Juan, que tenía una discapacidad en una de sus piernas, empezó en el oficio de la mano de su madre, que regentaba una tienda de aceite y vinagre y le buscó alguien que lo enseñara a pelar, que era lo que le gustaba. Carmen hace memoria y recuerda que empezó con 17 o 18 años «aca Juan El Gordo» y que después siguió con Manuel, otro barbero de El Ejido.
«Cuando Manuel murió, puso la barbería por su cuenta, primero fue en un cuartito que le dejó su abuelo José y después, justo enfrente, en una habitación que le alquiló Juanita». De allí no se movió más. Carmen se inició también en el oficio, pero por poco tiempo. En cuanto creció la familia se dedicó a sus hijos, aunque siempre llevó la intendencia del negocio.
«Yo le hacía las batas o los paños para los clientes, que por entonces eran de tela. Me pegaba la de Dios haciéndole los paños, que luego había que lavarlos y plancharlos». Primero a mano y ya después con la ayuda de la lavadora. «Eso era todas las semanas y también le limpiaba la barbería». Así, explica, fueron saliendo poco a poco y formando una familia que hoy ha ganado 10 nietos y 2 bisnietos.
Ese legado es fruto de un esfuerzo compartido, una vida dedicada al trabajo y a un oficio por el que su marido se desvivía. «Cuando por la enfermedad le amputaron una pierna, clientes de toda la vida siguieron viniendo a casa a que los pelara aquí». Eso lo mantuvo conectado al mundo y a su barrio. «Pero al perder las dos piernas se le acabó la vida» y solo se medio consolaba «mirando desde la ventana hacia El Ejido».
Y es que Juan no solo pelaba en aquel cuarto.
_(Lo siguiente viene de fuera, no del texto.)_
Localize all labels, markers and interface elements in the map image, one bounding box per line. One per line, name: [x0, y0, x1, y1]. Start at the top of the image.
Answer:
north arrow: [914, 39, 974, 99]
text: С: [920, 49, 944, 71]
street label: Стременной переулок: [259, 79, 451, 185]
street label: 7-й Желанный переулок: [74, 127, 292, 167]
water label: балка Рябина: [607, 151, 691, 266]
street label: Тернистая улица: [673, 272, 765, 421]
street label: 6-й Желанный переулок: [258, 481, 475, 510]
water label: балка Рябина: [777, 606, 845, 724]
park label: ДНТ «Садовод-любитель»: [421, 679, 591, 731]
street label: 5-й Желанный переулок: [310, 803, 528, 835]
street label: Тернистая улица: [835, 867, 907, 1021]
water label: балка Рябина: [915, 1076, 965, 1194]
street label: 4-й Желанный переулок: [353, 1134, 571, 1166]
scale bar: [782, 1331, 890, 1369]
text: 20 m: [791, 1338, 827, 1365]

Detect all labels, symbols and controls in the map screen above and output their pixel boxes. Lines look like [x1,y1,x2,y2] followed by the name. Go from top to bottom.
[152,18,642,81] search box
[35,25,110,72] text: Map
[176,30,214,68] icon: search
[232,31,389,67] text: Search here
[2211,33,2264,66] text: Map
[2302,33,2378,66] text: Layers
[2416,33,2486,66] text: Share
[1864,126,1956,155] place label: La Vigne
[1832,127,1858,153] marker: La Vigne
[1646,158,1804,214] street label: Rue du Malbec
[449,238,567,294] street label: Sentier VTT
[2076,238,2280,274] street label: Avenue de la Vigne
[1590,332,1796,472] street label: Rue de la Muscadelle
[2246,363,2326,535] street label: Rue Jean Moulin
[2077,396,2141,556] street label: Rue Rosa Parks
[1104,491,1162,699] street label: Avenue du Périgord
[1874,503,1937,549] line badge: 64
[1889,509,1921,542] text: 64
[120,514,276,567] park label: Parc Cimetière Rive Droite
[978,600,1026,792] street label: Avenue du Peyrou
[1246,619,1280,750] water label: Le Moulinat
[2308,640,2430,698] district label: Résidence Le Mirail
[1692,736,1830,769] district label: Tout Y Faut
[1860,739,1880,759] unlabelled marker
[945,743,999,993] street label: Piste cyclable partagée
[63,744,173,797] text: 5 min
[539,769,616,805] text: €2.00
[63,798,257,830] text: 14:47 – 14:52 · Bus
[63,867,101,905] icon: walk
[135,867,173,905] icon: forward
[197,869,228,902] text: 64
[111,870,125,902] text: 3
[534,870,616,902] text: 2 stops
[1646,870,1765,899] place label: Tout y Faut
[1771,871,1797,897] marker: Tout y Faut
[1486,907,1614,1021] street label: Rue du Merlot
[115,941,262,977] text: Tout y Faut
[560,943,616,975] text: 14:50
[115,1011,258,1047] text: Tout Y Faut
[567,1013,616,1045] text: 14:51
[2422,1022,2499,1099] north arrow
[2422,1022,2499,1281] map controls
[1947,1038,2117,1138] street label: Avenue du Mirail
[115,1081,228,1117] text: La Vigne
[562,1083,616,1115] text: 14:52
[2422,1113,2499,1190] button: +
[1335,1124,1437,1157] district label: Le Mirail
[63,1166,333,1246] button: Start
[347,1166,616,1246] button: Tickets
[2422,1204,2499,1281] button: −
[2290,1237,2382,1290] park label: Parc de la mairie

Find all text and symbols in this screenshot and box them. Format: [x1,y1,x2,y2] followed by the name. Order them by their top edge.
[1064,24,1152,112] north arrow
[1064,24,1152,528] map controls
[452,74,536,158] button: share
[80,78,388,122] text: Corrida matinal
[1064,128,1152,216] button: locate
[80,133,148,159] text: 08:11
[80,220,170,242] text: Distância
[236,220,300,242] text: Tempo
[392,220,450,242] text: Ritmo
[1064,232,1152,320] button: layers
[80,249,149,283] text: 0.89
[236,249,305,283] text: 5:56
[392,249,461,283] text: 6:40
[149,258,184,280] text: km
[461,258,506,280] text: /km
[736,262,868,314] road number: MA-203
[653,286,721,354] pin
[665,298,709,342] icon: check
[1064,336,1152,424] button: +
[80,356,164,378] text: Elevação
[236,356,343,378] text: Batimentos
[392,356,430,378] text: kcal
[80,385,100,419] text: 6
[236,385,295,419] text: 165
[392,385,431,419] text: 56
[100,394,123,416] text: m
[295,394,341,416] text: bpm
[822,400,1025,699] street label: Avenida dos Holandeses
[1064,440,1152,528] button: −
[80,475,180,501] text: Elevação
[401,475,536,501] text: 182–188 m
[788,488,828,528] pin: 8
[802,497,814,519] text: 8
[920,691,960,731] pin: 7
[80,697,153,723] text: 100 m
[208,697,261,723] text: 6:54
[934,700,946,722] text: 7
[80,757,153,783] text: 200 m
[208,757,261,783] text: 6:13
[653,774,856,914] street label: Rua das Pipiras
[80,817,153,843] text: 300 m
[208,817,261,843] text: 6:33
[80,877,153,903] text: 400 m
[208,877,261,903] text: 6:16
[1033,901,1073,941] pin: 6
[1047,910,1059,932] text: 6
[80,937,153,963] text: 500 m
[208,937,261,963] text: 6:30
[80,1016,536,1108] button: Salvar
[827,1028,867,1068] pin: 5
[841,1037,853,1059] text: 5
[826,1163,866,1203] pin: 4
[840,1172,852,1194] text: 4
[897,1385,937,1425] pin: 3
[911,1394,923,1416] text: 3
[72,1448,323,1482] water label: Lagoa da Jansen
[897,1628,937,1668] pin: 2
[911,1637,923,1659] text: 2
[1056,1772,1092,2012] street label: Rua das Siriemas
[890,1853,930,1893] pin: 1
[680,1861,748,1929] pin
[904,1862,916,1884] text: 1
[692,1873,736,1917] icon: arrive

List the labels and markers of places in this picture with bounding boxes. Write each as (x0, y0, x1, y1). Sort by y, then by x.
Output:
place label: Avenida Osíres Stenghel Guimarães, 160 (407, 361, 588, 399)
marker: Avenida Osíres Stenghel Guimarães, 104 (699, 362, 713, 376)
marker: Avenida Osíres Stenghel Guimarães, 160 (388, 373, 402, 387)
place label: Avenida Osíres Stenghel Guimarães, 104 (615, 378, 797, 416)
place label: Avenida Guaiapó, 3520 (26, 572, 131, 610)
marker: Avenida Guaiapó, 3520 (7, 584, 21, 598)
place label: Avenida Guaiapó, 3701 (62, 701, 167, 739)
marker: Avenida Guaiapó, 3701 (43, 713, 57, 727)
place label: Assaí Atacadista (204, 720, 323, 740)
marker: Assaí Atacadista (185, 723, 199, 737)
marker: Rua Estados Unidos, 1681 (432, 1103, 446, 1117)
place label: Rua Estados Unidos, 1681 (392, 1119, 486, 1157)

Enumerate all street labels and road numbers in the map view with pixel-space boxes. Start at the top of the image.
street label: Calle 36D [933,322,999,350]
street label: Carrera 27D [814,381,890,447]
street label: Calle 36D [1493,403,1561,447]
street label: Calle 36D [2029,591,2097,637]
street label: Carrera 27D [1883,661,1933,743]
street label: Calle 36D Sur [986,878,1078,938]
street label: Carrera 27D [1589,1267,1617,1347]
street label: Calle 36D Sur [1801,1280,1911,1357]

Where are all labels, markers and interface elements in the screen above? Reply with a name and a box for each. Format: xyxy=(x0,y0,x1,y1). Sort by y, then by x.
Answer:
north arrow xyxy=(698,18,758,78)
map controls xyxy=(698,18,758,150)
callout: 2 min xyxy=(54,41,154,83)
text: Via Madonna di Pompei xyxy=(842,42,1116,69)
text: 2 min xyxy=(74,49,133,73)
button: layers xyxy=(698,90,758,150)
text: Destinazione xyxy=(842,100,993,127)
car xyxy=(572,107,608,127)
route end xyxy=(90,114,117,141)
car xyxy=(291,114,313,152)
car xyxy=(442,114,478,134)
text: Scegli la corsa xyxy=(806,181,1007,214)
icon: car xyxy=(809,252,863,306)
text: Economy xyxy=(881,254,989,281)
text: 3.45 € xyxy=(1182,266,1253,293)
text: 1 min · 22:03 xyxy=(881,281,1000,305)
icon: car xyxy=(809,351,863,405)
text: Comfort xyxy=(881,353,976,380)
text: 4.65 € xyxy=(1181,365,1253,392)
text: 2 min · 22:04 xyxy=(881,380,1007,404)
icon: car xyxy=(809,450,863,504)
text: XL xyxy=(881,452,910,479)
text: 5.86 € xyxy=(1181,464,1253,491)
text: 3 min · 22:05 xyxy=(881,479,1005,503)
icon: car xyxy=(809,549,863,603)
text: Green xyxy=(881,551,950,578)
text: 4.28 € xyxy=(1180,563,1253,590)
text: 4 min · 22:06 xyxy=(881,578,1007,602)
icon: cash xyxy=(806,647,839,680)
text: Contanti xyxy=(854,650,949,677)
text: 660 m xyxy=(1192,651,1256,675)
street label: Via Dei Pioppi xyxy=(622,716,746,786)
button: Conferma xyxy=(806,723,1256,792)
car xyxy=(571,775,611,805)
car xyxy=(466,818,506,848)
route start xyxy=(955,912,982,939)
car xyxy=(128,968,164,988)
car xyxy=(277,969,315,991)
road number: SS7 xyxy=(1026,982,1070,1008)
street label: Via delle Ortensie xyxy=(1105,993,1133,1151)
Su barbería se parecía más a la casa del pueblo. «Su vida era la barbería, para él no era un trabajo. Si pusiéramos una cámara rápida y viéramos los cambios que ha habido en El Ejido, cambios de calle, de casas, la paradas de taxis..., veríamos que la barbería siempre estaba intacta», reflexiona Esther Rodríguez en un intento de explicar por qué tuvo tanto arraigo en este barrio y en el municipio.
«Iba la gente a leer el periódico, o a hacer trueque, como si fuera un mercado chico, uno llevaba una caja de naranjas y otro traía otra de aguacates, aquello era así,... y pasábamos los hijos o los sobrinos». Recuerda que su padre metía todo el dinero suelto en un cajón y siempre les daba alguna monedilla. Hasta los taxistas iban a coger caramelos. Como aquel que cariñosamente llamaba papá a Juan y al que un buen día le gastó la broma de ponerle pimienta en el caramelo. «Se lo metió en la boca camino de Las Palmas y tuvo hasta que parar el coche», cuenta Esther entre sonrisas.
Por las manos de su padre, que pelaba siempre a tijera, muy poco a máquina, pasaron varias generaciones: abuelos, hijos y nietos. «Era curioso porque los chiquillos iban a cortarse el pelo y él sabía dos peladas. Les decía: Siéntate, que te lo hago. Pero hacía la que le daba la gana y luego les gustaba», sonríe su hija. «No lavaba la cabeza, sino que usaba el 'fuchi fuchi', y no cobraba más de 7 u 8 euros».
Pero a buen seguro los que iban a la barbería de Juan no solo iban a por un corte de pelo. Aparte de su talento, Juan les regalaba buen humor, conversación y buena acogida. «Venían gentes de toda la isla y de todas las profesiones, hasta un piloto que aprovechaba las escalas en Gran Canaria para que lo pelara Juan».
De todo eso hay un poco en cada uno de los objetos que les queda de aquella barbería y que la familia conserva como oro en paño en un cuarto de la casa familiar. Guardan hasta la caja de las peladas a domicilio. Les tienen tanto apego que, como confiesa Carmen, les costó cederlos para la exposición. Al final les pudo la generosidad de compartir el orgullo de una mujer, unos hijos y unos nietos que llevan a gala que en Ingenio y en la isla se los conozca por su parentesco con Juan, el barbero de El Ejido.